In 2012, the US government tabled the JOBS (Jumpstart Our Business Startups) Act. Section III of this act specifically addresses crowdfunding, and the platforms that support it. The intention is that the crowdfunding platforms will provide much of the regulation required, taking the burden off the State and ensuring the minimum of doubtful projects.

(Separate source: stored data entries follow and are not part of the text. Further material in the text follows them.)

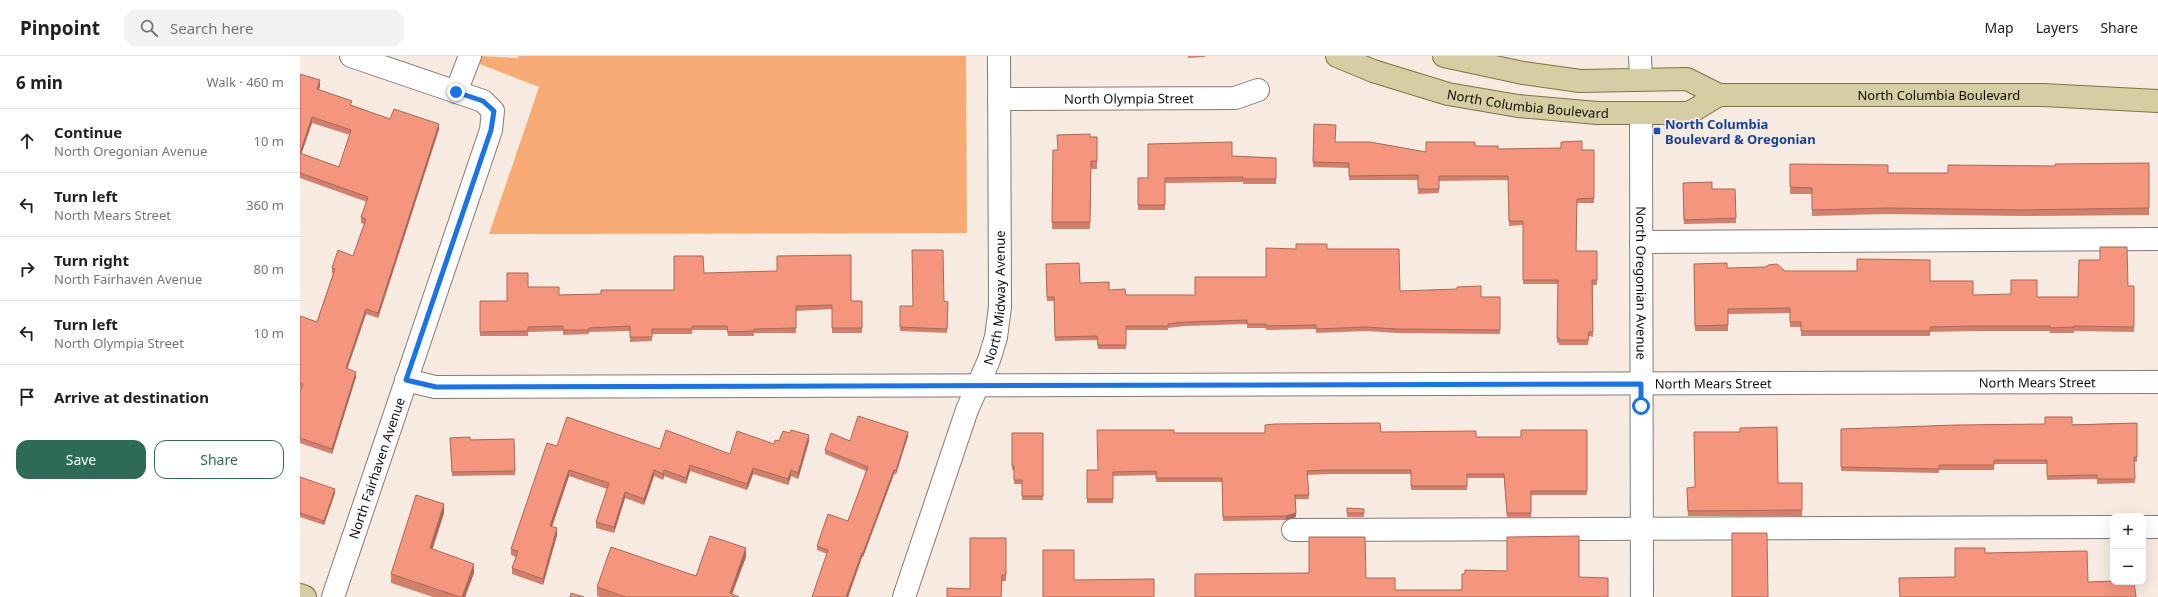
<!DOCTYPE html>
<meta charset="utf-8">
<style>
body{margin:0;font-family:"Noto Sans",sans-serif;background:#f2f2f2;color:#202124}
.controls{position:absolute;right:12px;bottom:12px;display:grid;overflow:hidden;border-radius:8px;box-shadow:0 4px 16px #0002}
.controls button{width:36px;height:36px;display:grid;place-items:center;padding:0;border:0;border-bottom:1px solid #e0e0e0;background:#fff;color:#202124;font:20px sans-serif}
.stop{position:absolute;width:12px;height:12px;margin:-9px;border:3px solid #1a73e8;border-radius:50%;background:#fff}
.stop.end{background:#1a73e8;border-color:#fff;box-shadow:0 1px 4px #0008}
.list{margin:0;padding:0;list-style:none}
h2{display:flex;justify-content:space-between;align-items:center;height:52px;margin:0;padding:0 16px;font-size:17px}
h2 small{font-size:13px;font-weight:400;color:#757577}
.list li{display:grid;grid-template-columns:26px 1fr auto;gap:12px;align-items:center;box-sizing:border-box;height:64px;padding:0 16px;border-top:1px solid #e0e0e0}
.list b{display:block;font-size:15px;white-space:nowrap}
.list p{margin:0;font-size:13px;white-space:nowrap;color:#757577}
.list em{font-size:13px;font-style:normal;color:#757577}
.actions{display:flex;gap:8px;padding:12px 16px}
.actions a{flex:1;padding:9px 0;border:1px solid #2d6b57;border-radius:12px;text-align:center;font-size:14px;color:#2d6b57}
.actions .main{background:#2d6b57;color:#fff}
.icon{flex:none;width:22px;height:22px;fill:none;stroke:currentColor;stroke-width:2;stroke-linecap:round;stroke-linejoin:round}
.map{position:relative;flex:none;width:1858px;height:541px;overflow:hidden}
header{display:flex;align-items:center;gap:24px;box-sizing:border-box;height:56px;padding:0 20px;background:#fff;border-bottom:1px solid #e0e0e0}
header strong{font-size:19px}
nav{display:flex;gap:22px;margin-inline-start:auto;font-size:14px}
.search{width:280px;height:36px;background:#f2f2f2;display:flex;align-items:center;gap:10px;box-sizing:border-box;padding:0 14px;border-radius:12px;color:#757577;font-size:15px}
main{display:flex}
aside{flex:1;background:#fff}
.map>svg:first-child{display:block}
</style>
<header>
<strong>Pinpoint</strong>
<div class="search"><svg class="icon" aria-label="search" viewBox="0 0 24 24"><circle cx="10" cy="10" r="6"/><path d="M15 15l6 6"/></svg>Search here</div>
<nav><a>Map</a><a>Layers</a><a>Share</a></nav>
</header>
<main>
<aside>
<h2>6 min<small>Walk · 460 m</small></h2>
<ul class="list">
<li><svg class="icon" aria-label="ahead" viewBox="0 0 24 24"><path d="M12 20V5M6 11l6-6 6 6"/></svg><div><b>Continue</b><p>North Oregonian Avenue</p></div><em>10 m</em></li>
<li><svg class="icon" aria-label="left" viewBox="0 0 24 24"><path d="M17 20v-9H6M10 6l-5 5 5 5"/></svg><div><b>Turn left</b><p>North Mears Street</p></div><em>360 m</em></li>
<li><svg class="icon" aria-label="right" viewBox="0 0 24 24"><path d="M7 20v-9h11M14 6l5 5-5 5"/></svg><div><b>Turn right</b><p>North Fairhaven Avenue</p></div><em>80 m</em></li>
<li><svg class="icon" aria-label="left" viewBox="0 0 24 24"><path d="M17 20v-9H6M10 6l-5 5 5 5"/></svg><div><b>Turn left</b><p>North Olympia Street</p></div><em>10 m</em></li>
<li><svg class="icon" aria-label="arrive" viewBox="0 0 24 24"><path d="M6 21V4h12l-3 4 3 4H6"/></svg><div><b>Arrive at destination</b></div></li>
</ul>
<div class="actions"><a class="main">Save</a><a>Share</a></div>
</aside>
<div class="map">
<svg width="1858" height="541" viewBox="0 0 1858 541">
<rect width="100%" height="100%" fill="#f6eae1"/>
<polygon fill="#f7ab72" points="181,0 218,2 218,0 666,0 667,177 189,178 239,31 177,7"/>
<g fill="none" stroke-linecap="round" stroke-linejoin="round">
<g stroke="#857a72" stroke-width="24">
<g id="minor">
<polyline points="1340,0 1341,23"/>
<polyline points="156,36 170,0"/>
<path id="s1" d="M699,43L935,42L958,34"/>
<path id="s2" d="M1341,57L1342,541"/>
<polyline points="1341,186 1858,183"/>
<path id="s3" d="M106,324L135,331L1858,326"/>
<polyline points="1843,471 1858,471"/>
<polyline points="993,474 1813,471"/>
<path id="s4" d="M33,541L191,74L193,55L183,45L51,0"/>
<path id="s5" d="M604,541L667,354L689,304L696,281L700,251L699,0"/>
</g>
</g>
<g stroke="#7e7444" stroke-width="24">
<g id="major">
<path id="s6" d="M1037,0L1073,15L1148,38L1218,50L1297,57H1389L1419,39"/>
<path id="s7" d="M1144,0L1223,17L1280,25L1387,23L1419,39H1743L1858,45"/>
<polyline points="0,539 5,541"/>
</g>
</g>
<use href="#minor" stroke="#fff" stroke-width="22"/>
<use href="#major" stroke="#d6cda2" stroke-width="22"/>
</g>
<g fill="#d2806c" fill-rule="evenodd">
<polygon points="888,0 905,0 905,1 888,2"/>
<path d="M0,18L20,30L19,34L52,49L90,63L139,73L78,262L66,258L47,313L56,321L32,398L0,387V336L1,333H0V260L17,266L33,217H32V212L53,200L64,168L61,167V161L67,146L0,122ZM12,67L50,79L39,111L1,98Z"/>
<polygon points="1014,68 1035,86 1126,96 1175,90 1198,93 1294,94 1294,147 1277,147 1276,195 1297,195 1297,229 1293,229 1293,281 1289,280 1288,289 1259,289 1259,287 1257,287 1258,228 1223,228 1223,169 1209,170 1208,124 1139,125 1139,137 1118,138 1118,124 1049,124 1049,112 1013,111"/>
<polygon points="790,81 797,81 797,113 791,113 790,173 752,173 753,94 758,94"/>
<polygon points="932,100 976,102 976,128 943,128 943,126 865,127 865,154 838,154 838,122 848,122"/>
<polygon points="1849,107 1849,159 1720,160 1588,158 1512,160 1512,138 1490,138 1490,108 1588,117 1648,117 1755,110"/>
<polygon points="1383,127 1412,133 1435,133 1436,167 1384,168"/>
<polygon points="996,193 1027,193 1100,235 1181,241 1200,241 1200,278 1097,277 1066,275 1016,277 1016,273 966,274 966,272 947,272 947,268 885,270 868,272 868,274 826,274 826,293 798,293 797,284 755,285 754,245 747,245 746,208 780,227 809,234 826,239 895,239 966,221"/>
<polygon points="1394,208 1427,212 1485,215 1630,225 1673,239 1737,241 1778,241 1828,230 1834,230 1834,276 1774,275 1774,277 1750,277 1750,275 1673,275 1630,276 1630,280 1501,280 1501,271 1490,271 1490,257 1428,258 1428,275 1395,275"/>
<polygon points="404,217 551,245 562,245 562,277 532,277 532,253 496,255 496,277 454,277 454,280 428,280 427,274 392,274 392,278 352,278 352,285 330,286 330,275 289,276 289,278 263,279 263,275 228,276 228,280 180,280 180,245 207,245 228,231 259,239 301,238 374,234"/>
<polygon points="644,245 648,246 647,277 600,275 600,250 613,250"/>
<polygon points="1837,367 1837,406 1834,406 1835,427 1797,428 1797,423 1747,424 1747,408 1694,408 1694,414 1639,414 1639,417 1541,415 1541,373"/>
<polygon points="1287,374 1287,439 1231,439 1231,461 1207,461 1204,422 1167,422 1167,434 1111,434 1111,418 1029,418 1007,419 1009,443 995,443 996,461 986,464 923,465 922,426 856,426 856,419 813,420 813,447 787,447 787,414 798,414 874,377 965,377 1081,376 1176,381 1221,381"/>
<polygon points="712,377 743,377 743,444 722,444 722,428 714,428 714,414 712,414"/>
<polygon points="608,380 596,418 594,418 563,501 562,501 548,541 512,541 527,498 517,494 517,490 548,465 566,415 525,398 525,394 550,385"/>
<polygon points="150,382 170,384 214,383 215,419 152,420"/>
<polygon points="509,385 498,423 491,420 488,429 453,418 447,434 390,415 386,428 364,420 363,424 354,420 344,449 325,442 314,477 296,472 296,466 307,433 269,420 252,471 257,479 243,529 212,518 212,512 216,501 211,499 211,493 257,390 360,393 430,398 474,388"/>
<polygon points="0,421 35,437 24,469 0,461"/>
<polygon points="1478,427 1502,427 1502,460 1388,460 1387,432"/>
<polygon points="1047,452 1064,453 1064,461 1047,461"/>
<polygon points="144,457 132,493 174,517 165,541 133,541 91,527 91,518"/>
<polygon points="706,482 706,525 702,525 701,541 670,533"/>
<polygon points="446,501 432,538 439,541 301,541 297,540 297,531 396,520"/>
</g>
<g fill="#ab6858">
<polygon points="20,24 20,30 17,38 17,33"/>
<polygon points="12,61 12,67 0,102 0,97"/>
<polygon points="139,68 139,73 78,262 78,257"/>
<polygon points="66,253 66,258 46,317 46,312"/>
<polygon points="56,316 56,321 32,398 32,393"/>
<polygon points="608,376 608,380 596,418 596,414"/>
<polygon points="509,379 509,385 498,423 498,417"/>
<polygon points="390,409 390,415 386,428 386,422"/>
<polygon points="453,412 453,418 447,434 447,428"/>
<polygon points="269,414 269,420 250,476 250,470"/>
<polygon points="354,414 354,420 344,449 344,443"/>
<polygon points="364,414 364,420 363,424 363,418"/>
<polygon points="491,414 491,420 488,429 488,423"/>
<polygon points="594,414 594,418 563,501 563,497"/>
<polygon points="35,433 35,437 24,469 24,465"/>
<polygon points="325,436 325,442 314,477 314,471"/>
<polygon points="144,448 144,457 130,501 130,492"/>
<polygon points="996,457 996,461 986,464 986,460"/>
<polygon points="257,472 257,479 243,529 243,523"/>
<polygon points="446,492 446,501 431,541 430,537"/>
<polygon points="562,497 562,501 548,541 546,541"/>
<polygon points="174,508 174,517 165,541 162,541"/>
</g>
<g fill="#f4957d" stroke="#ab6858">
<polygon points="0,18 20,24 17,33 52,45 50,49 90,63 94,53 139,68 78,257 66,253 46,312 56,316 32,393 0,382 0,336 3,328 0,327 0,260 17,266 35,213 32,212 38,194 53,200 66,163 61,161 68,141 0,117 0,97 39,111 51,74 12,61 0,97"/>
<polygon points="1014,68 1036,69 1035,86 1070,86 1126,96 1126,86 1175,86 1175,90 1198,90 1198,93 1261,92 1261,86 1282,85 1282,94 1294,94 1294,142 1277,143 1276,195 1297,195 1297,224 1292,224 1293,276 1289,276 1288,284 1259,284 1259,282 1257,282 1258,224 1223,224 1223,165 1209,165 1208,120 1139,120 1139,133 1118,133 1118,119 1049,120 1049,107 1013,106"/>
<polygon points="790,78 790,81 797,81 797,105 791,105 790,166 752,166 753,94 758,94 757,79"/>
<polygon points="932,86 932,100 976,102 976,123 943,123 943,121 865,122 865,149 838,149 838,122 848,122 848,88"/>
<polygon points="1849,107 1849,152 1720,154 1588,152 1512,154 1512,132 1490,131 1490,108 1588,109 1588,117 1648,117 1648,109 1755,110 1755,108"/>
<polygon points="1412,126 1412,133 1435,133 1436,162 1384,164 1383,127"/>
<polygon points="996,188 1027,188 1027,193 1099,193 1100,235 1157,233 1157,231 1181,230 1181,241 1200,241 1200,274 1097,273 1066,271 1016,273 1016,269 966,270 966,268 947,268 947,264 885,266 868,268 868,270 826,270 826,289 798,289 797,280 755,281 754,241 747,241 746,208 779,207 780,227 809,226 809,234 825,233 826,239 895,239 895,221 966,221 966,192 996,193"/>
<polygon points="1800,191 1827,191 1828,230 1834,230 1834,271 1774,270 1774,271 1750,272 1750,270 1673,270 1630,271 1630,275 1501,275 1501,266 1490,266 1490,252 1428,253 1428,269 1395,270 1394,208 1427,207 1427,212 1466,211 1468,209 1477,208 1485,215 1557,215 1557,203 1630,204 1630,225 1673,225 1673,239 1711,238 1711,224 1737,224 1737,241 1778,241 1779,204 1800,204"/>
<polygon points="612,194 643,194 644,245 648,246 647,273 600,271 600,250 613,250"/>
<polygon points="551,199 551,245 562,245 562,272 532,272 532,249 496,250 496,272 454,273 454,275 428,276 427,270 392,270 392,273 352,273 352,281 330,281 330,270 289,272 289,274 263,274 263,270 228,271 228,275 180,276 180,245 207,245 207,217 228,217 228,231 259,231 259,239 301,238 301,234 374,234 374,200 403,200 404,217 477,215 477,200"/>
<polygon points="558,360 608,376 596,414 594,414 563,497 562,497 546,541 512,541 528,494 517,490 528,458 548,465 568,411 525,394 531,377 550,385"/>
<polygon points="267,361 360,393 366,374 430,398 437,375 474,388 475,384 479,385 483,375 490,377 491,374 509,379 498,417 491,414 488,423 453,412 447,428 390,409 386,422 364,414 363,418 354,414 344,443 325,436 314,471 296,466 309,427 269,414 250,470 257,472 243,523 212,512 218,495 211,493 247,387 257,390"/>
<polygon points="1745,361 1772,361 1772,369 1837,367 1837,401 1834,401 1835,423 1797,423 1797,419 1747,420 1747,404 1694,404 1694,409 1639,409 1639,413 1541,411 1541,373 1656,369 1745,368"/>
<polygon points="1080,367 1081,376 1176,375 1176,381 1221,381 1221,374 1287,374 1287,435 1231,435 1231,457 1207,457 1204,418 1167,418 1167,430 1111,430 1111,414 1029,414 1007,415 1009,439 995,439 996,457 986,460 923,461 922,422 856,422 856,415 813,416 813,443 787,443 787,414 798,414 797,374 874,374 874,377 965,377 965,369 975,368"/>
<polygon points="1477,371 1478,427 1502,427 1502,454 1388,455 1387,432 1395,431 1394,376 1440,376 1440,372"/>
<polygon points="712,377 743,377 743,440 722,440 722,424 714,424 714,410 712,410"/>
<polygon points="170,381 170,384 214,383 215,415 152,416 150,382"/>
<polygon points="0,421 35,433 24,465 0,457"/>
<polygon points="116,439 144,448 130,492 174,508 162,541 160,541 91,518"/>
<polygon points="1047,452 1064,453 1064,457 1047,457"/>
<polygon points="1432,477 1467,477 1468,541 1432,541"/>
<polygon points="410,480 446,492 430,537 439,541 326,541 297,531 311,491 396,520"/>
<polygon points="1279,480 1279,521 1308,522 1308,541 895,541 895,518 1009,517 1009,481 1065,481 1066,522 1095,522 1095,534 1162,534 1162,518 1165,518 1165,514 1207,515 1207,481"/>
<polygon points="670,482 706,482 706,519 702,519 701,541 647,541 647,532 670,533"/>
<polygon points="1655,492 1685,492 1685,497 1787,495 1788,526 1813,525 1813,526 1834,526 1836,541 1600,541 1599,522 1655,521"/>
<polygon points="743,494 774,494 774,524 854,523 854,541 743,541"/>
<polygon points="271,537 284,541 270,541"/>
</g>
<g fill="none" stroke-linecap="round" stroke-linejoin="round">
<polyline stroke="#1a73e8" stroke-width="5" points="156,36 183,45 194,55 191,74 106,324 136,331 1341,328 1341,350"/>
</g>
<rect fill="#1a4fb4" stroke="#f6eae1" stroke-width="1.5" x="1353" y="71" width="8" height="8" rx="2"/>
<g text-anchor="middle" stroke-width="3.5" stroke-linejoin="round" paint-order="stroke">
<g font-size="13" fill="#100c0a" stroke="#f6eae1">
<text dy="5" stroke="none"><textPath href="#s7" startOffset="501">North Columbia Boulevard</textPath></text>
<text dy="5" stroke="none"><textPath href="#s1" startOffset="130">North Olympia Street</textPath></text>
<text dy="5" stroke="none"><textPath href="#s6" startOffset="198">North Columbia Boulevard</textPath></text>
<text dy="5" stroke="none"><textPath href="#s2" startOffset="170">North Oregonian Avenue</textPath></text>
<text dy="5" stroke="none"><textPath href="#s5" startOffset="315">North Midway Avenue</textPath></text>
<text dy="5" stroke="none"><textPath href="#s3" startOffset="1632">North Mears Street</textPath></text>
<text dy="5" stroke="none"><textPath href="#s3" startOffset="1308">North Mears Street</textPath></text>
<text dy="5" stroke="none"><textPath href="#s4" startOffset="136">North Fairhaven Avenue</textPath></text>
</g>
<g font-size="13" font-weight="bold" fill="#164399" stroke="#f6eae1" text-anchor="start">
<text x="1365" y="73">North Columbia<tspan x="1365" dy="15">Boulevard &amp; Oregonian</tspan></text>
</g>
</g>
</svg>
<div class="controls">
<button>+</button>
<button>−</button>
</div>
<div class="stop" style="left:1341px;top:350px"></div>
<div class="stop end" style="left:156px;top:36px"></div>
</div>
</main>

Europe has been a bit slower to react. Great Britain recently recognised a tax exemption for sharing economy income up to €2500. Recently Belgium has entered into the fray, with the recognition of the “sharing economy”, by reducing the tax on services which are in this scope and do not exceed €5000 in income to a tax of 10%, down from 33%. Just as in the US, much of the regulation is laid at the door of the crowdfunding platforms. What is interesting in Belgium’s case is that this comes from the Ministry of Digital Agenda and Telecom, and not Employment, Economy and Consumer Affairs.
What the future holds
Despite the cautionary tales above and many more that we did not highlight, crowdfunding is here to stay, although the blockchain models could disrupt the current industry. All predictions for crowdfunding are positive. It was estimated that crowdfunding would exceed venture capital funding for the first time during 2016. Although the results are not in yet, research from the World Bank estimates the global investment in crowdfunding by 2020 will exceed $90 billion. Most of the growth will occur in the developing world. China has become a strong adopter of crowdfunding. This probably relates to the change in the economy from manufacture-based to service-based and the rise of small entrepreneurs. What is harder to predict is what the impact will be on the traditional lenders – they will probably need to build or buy their own crowdfunding platforms if they want to stay relevant to small borrowers. They should also be looking at a blockchain model for sustainability.